I’m going to begin by saying I’m very conflicted by this book. “Grind Your Bones to Dust” by Nicholas Day is devastatingly beautiful and achingly well-written with gorgeous prose and some terrifying characters, and yet, if I am honest, I’m still not sure if I liked it.
My feelings swing this way for a number of reasons — and not one of those is due to it being a bad book. It’s definitely not. But it is an incredibly raw and visceral book where disgustingly awful things happen to apparently good people for no other reason than, well, they just do. Characters caught in the crossfire of the main protagonists invariably do not get to walk away. These unfortunate souls do not die quietly on the pages, no, they are ripped to shreds in gleefully violent — yet masterfully poetic — ways.

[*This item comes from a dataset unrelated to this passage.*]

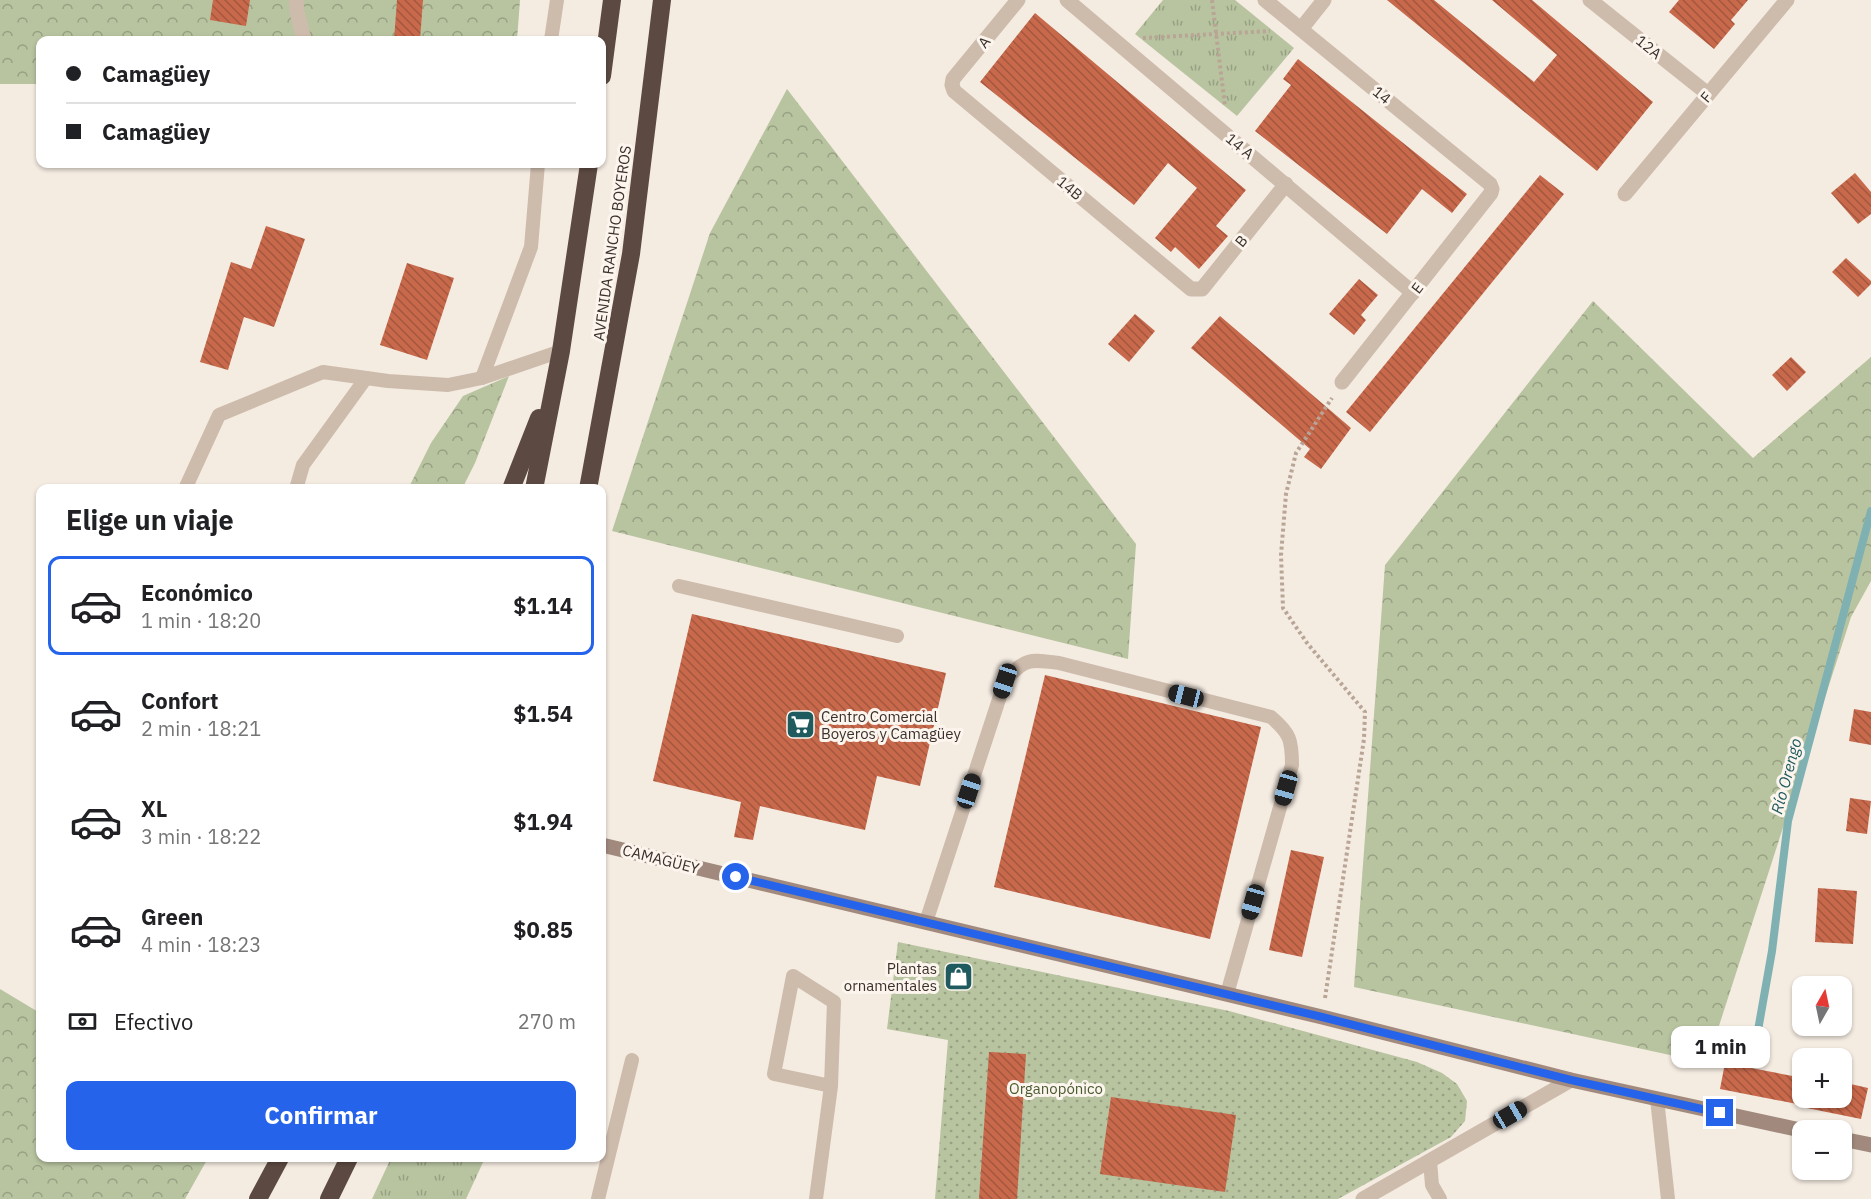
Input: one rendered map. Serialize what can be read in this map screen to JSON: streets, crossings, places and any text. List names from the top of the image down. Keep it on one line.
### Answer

That powerful juxtaposition of using exquisite, almost lyrical storytelling to narrate appallingly dark events makes for a jarring experience.
The book itself is a novel in four parts, a tapestry of linked stories all converging on one end point which, although mostly positive, felt oddly unsatisfying. Perhaps because after all the excessive violence and pain the main character had inflicted, it felt too kind, too simple to end things the way it did. I had steeled myself by that point for a disgustingly bloody revenge, but that wasn’t quite delivered. I felt let down. I wanted more.
I also found that I often struggled to fully understand the character’s motivations — their behaviour frequently seemed erratic and apparently fuelled only by hatred, or possibly loss? — and as a consequence I didn’t like a single one of them. Maybe that was the point? I certainly don’t think any reader could possibly empathise with deranged serial killer James Hayte, who moved through the pages like a dark angel of death, guided by a possessed and psychotic raven.
But let’s step back a little bit. The title of the book is lifted from a quote by William Shakespeare from his play “Titus Andronicus”, a bloody revenge tragedy which in the Victorian era was widely shunned due to its excessive violence and graphic depictions of rape and cannibalism. Yup, I’ll admit to not liking that story much either. Maybe I should have thought a little more carefully about the possible comparisons between the two before I agreed to read and review.
While “Grind Your Bones…” is not exactly a straight Shakespearean homage, it could certainly be argued that it takes a large chunk of inspiration from his plays. With each section divided into specific Acts, and utilising powerful themes of revenge, murder, religion, love and insanity, there is little doubt that Day has succeeded in weaving a riveting and incredibly clever story, even if some parts of it do leave a somewhat shocking aftertaste. In “Titus…” the villainous character Aaron is unrepentant of his crimes, even up until his impending death, his only regret being that he had not done more evil in his life. It’s not too difficult to imagine James Hayte reading old Willy’s words and seeing Aaron as a powerful, if destructive, role model.
Points to note: Day does not hold back in the slightest in his descriptions of graphic violence. Castration, mutilation, sodomy and infanticide all feature here, making this book massively unsuitable for the faint of heart. His flesh-eating demon donkeys, however, were an absolute masterpiece. I wanted to read a lot more about them than I did of the human characters. Day manages to take a creature which is widely known for its calm and demure nature — a non-confrontational and docile creature — and turn it into a truly terrifying beast. Shrek sure wouldn’t have wanted to share his swamp with one of those vile nightmares.
Would I read Nicholas Day again? Absolutely. My personal feelings for this story do not in any way detract from how talented and unique a writer he is. Would I recommend this book to others? Yes, but with a strong warning: this is an incredibly well-written book and I cannot fault Day’s attention to detail and his mastery of words, but it will more than likely mess with your head and it is not an easy read.
Bravo, Mr. Day, I am both thoroughly disgusted and greatly impressed.